Maddy Costa 

All Tomorrow’s Parties

Pontins, Camber Sands
  
  

Dizzee Rascal
Dizzee Rascal: was the first rapper to win the Mercury prize Photograph: Public domain

Six years ago Belle and Sebastian had the daft idea of gathering up their favourite bands and performing over a weekend in a Pontins by the sea. It's not hard to see why that festival's promoters, Foundation, wanted to turn it into an annual event: the combination of sand dunes, chalets with fitted kitchens and celebrity curators is pretty irresistible. Now on its fifth anniversary, All Tomorrow's Parties has a devout audience as concerned with playing beach rounders as it is with spending hours listening to avant-garde guitar music in Pontins' two gig spaces.

Those who did see any bands this weekend were treated to a string of surprises. The first came early on Friday, with a formidable set from the Fiery Furnaces. Unfazed by the cavernous proportions of Pontins' main room, they unleashed a kaleidoscopic racket: a splintered collage of songs, strung together at such lightning speed that the whole had the violence and sickening fascination of a pile-up on the M25.

Sonic Youth, Saturday's curators, had their own trick up their sleeves: playing real tunes, not just feedback, in their headline set. Watching Arthur Lee, frontman of Love, it was clear he felt a trick had been played on him: his bristling, occasionally beautiful set was punctuated with snide references to the fact that Foundation, Sunday's curators, had billed him below the Tindersticks.
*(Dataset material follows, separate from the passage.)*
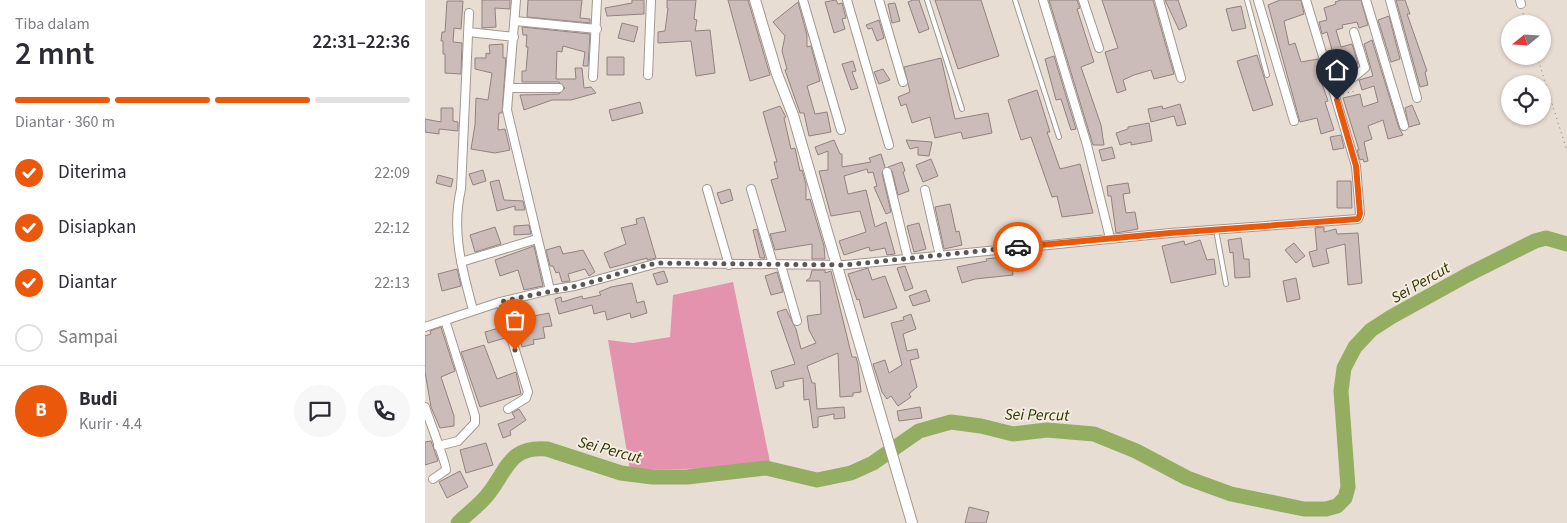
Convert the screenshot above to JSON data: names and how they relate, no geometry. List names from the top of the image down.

He should have been grateful. It meant he could catch LCD Soundsystem and Dizzee Rascal in the club-sized downstairs room. Both were phenomenal, LCD playing pulsating dance-rock, Dizzee Rascal alternating celebrity-puncturing new songs with bold, spruce versions of Fix Up, Look Sharp and Jus a Rascal. No one could have anticipated how beguiling Dizzee would be on stage. As he rhymed plonker with Willy Wonka the room erupted in giggles, and his raps about kids trying to leave council estate violence behind had the crowd hanging on every word.